Exercise directions
Look over the listing below and tally the lines in which the word "España" turns up. Answer with the tally only.

Data extracts
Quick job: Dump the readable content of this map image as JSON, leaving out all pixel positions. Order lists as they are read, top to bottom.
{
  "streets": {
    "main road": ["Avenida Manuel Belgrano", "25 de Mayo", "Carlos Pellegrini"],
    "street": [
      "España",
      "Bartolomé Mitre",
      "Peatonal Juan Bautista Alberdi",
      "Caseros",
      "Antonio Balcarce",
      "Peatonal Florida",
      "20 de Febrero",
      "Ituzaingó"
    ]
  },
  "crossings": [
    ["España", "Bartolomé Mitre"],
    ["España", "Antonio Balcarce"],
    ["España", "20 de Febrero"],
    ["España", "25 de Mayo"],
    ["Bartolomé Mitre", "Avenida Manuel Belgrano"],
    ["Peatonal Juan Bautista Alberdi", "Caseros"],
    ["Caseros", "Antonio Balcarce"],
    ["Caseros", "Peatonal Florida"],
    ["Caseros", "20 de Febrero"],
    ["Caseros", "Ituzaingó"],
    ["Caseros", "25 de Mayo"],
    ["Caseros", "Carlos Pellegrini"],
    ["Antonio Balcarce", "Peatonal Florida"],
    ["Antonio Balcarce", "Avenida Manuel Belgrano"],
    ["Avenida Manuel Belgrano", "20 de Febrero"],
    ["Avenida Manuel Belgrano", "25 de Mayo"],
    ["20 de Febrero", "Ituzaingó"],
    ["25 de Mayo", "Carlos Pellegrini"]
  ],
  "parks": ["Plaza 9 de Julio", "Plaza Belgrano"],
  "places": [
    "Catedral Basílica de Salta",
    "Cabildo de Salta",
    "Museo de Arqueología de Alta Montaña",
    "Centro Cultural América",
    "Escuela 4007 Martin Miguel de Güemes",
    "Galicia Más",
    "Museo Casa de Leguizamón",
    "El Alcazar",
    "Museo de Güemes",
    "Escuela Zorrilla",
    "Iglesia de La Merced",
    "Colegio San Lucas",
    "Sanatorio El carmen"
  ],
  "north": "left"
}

Response to the exercise
5